• [About this task]: Among the records below, find each line that includes the string "rows" and copy it.
[[ Input for this task open ]]
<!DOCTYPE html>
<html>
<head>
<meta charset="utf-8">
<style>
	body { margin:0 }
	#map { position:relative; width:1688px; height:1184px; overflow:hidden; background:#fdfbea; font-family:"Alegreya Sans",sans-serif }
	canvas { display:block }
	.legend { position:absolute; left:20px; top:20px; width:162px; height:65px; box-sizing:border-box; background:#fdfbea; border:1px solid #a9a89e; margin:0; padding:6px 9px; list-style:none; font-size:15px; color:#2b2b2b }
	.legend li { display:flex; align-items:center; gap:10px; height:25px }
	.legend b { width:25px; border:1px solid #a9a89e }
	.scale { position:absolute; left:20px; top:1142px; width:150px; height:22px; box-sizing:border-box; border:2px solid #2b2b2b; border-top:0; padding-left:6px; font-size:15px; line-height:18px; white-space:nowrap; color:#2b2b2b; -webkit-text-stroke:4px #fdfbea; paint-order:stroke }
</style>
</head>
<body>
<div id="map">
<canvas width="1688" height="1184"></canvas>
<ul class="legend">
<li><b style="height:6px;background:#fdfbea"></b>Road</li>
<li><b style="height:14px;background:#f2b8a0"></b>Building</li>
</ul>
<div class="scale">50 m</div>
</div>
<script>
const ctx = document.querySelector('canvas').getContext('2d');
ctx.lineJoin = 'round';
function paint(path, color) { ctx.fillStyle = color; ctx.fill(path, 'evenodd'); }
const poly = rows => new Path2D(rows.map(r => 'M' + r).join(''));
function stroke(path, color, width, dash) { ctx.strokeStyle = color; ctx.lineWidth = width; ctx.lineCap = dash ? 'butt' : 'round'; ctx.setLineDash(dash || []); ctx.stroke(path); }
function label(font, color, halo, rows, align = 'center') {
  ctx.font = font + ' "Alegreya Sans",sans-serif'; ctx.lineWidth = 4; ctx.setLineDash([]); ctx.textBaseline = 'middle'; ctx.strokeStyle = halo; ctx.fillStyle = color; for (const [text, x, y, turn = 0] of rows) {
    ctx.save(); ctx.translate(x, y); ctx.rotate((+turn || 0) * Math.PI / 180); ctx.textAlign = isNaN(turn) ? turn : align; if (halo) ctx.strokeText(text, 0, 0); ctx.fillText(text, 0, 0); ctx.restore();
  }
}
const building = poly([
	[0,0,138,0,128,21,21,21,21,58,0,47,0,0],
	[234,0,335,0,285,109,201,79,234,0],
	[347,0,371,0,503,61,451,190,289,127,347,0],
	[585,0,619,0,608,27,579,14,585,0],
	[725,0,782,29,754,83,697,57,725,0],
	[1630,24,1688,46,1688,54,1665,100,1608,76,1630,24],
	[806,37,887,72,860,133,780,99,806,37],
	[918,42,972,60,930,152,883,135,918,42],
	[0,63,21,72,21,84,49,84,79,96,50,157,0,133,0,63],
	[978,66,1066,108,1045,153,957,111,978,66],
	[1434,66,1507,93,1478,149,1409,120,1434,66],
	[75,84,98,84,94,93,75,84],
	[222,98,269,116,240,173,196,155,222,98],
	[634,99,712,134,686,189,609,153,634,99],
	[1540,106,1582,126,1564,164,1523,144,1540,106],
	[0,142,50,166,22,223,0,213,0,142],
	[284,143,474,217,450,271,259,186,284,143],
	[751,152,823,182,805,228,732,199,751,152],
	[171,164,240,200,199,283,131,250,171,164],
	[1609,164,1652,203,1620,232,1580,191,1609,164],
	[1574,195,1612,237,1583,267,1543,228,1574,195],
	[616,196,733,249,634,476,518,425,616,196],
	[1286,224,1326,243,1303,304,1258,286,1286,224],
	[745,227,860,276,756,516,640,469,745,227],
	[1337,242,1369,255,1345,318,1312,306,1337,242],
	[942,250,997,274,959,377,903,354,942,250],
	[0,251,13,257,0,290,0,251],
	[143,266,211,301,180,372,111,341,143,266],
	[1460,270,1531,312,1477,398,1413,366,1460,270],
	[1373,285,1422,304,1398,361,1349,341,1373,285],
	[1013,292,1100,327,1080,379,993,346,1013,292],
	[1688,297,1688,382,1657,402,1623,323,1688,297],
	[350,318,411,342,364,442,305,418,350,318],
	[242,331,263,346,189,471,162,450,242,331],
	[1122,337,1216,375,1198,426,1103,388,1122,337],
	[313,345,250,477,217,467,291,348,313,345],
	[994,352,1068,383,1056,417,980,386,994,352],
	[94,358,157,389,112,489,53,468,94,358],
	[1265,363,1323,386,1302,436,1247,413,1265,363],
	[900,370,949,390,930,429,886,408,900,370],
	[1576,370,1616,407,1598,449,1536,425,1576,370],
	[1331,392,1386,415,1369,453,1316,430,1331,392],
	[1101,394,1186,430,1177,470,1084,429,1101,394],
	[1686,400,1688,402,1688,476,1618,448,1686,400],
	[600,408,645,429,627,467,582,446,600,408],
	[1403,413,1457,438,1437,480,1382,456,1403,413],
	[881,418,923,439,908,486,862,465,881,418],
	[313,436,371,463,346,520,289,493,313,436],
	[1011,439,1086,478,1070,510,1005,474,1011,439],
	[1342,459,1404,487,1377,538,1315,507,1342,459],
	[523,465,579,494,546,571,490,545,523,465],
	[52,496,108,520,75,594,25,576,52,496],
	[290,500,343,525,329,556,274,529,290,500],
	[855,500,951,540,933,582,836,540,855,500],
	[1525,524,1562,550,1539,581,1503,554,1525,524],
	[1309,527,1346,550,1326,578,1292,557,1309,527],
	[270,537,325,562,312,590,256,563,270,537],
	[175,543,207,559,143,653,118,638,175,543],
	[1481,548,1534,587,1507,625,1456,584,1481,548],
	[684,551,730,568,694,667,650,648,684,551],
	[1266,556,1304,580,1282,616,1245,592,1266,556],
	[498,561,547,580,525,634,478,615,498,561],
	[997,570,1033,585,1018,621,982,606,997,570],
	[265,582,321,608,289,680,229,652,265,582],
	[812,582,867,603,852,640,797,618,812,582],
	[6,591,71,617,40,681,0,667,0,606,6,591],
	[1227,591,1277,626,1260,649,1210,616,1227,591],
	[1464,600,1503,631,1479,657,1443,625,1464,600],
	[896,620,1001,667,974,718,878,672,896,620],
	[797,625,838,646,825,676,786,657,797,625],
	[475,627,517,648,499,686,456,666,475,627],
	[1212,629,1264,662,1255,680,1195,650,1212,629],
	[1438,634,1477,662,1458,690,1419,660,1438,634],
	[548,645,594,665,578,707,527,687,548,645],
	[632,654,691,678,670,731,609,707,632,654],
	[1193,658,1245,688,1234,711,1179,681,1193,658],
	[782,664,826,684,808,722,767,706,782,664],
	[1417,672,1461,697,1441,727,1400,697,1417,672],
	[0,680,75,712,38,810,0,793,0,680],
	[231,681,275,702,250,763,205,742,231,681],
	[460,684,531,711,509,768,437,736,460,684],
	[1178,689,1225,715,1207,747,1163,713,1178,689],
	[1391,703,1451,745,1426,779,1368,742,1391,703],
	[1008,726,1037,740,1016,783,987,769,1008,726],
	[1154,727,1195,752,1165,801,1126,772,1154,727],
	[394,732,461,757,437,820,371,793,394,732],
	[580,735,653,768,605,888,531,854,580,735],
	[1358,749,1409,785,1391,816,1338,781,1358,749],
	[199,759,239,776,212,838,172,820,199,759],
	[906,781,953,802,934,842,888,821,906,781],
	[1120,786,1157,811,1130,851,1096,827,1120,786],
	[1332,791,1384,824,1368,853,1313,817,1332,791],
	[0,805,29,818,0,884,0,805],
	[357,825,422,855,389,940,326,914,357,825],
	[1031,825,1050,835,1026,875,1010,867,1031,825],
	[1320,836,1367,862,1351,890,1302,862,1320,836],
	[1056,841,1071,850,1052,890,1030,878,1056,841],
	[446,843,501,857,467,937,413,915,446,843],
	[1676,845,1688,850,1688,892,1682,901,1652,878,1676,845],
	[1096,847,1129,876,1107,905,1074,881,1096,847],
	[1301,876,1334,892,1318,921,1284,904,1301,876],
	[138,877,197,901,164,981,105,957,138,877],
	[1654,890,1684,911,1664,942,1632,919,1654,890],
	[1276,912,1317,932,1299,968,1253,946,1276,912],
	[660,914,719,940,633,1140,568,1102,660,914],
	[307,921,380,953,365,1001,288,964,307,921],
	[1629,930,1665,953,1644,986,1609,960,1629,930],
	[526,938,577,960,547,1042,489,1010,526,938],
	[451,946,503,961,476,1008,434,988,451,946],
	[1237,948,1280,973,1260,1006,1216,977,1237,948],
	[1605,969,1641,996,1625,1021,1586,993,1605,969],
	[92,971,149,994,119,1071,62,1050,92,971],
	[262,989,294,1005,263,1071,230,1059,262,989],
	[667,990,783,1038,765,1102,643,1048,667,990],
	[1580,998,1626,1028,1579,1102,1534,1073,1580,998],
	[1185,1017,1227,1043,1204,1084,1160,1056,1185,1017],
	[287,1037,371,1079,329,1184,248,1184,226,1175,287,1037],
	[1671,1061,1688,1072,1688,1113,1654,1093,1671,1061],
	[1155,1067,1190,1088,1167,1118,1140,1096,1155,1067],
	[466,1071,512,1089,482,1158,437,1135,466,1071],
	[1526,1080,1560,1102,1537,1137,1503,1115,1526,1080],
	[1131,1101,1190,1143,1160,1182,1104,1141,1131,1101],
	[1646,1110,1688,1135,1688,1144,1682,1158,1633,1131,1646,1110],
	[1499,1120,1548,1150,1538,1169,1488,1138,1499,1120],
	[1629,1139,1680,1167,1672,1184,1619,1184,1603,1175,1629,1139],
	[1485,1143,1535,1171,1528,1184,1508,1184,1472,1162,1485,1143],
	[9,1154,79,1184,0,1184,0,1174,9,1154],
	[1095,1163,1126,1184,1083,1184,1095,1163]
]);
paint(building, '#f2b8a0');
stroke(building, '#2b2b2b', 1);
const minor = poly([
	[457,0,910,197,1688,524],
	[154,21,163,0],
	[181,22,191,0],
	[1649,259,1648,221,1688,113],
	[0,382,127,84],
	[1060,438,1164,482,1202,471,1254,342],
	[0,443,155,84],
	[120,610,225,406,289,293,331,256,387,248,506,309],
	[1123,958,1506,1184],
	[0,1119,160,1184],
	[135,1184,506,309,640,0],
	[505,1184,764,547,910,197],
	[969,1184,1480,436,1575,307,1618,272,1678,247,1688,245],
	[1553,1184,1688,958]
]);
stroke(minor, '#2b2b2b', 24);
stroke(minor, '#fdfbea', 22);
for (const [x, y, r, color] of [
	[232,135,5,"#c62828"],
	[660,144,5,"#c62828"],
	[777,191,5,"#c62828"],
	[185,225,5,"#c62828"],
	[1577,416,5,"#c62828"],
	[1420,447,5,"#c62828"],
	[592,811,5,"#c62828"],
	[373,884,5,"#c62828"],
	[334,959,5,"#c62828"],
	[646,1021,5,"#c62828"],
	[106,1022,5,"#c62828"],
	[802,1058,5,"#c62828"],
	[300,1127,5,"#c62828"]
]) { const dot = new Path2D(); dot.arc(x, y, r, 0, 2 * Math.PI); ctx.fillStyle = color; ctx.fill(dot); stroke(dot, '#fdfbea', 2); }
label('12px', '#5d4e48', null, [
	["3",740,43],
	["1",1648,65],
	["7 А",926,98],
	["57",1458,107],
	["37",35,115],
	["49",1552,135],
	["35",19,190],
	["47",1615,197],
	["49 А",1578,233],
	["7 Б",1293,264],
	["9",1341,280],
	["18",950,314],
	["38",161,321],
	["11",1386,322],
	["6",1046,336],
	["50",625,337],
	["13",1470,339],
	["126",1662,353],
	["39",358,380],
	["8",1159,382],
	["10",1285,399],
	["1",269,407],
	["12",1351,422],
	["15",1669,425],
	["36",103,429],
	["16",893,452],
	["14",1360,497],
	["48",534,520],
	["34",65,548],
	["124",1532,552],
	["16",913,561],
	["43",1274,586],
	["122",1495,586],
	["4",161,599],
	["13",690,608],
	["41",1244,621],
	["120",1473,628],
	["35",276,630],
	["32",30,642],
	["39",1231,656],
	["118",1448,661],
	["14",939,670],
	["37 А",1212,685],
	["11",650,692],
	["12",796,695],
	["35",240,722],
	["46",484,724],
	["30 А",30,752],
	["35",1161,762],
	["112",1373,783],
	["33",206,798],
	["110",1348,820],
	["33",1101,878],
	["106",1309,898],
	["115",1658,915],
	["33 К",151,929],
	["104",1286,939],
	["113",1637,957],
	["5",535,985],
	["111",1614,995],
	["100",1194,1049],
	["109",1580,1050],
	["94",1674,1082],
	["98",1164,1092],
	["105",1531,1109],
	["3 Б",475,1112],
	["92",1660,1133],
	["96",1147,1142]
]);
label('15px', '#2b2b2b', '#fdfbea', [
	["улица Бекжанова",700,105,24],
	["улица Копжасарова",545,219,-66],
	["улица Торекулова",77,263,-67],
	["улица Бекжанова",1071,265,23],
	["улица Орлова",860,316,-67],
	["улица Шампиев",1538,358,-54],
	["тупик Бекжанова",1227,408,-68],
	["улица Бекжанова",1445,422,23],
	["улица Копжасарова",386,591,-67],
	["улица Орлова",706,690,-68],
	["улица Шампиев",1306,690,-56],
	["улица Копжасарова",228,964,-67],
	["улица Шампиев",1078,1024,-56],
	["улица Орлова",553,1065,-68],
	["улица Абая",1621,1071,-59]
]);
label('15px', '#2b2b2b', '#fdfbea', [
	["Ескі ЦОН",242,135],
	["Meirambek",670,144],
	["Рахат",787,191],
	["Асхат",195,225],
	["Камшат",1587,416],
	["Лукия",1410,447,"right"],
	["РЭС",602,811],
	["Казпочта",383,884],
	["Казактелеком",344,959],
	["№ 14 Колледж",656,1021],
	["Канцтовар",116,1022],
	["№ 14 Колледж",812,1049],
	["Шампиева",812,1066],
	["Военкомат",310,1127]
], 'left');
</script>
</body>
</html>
[[ Input for this task closed ]]
• [Response area]:
const poly = rows => new Path2D(rows.map(r => 'M' + r).join(''));
function label(font, color, halo, rows, align = 'center') {
  ctx.font = font + ' "Alegreya Sans",sans-serif'; ctx.lineWidth = 4; ctx.setLineDash([]); ctx.textBaseline = 'middle'; ctx.strokeStyle = halo; ctx.fillStyle = color; for (const [text, x, y, turn = 0] of rows) {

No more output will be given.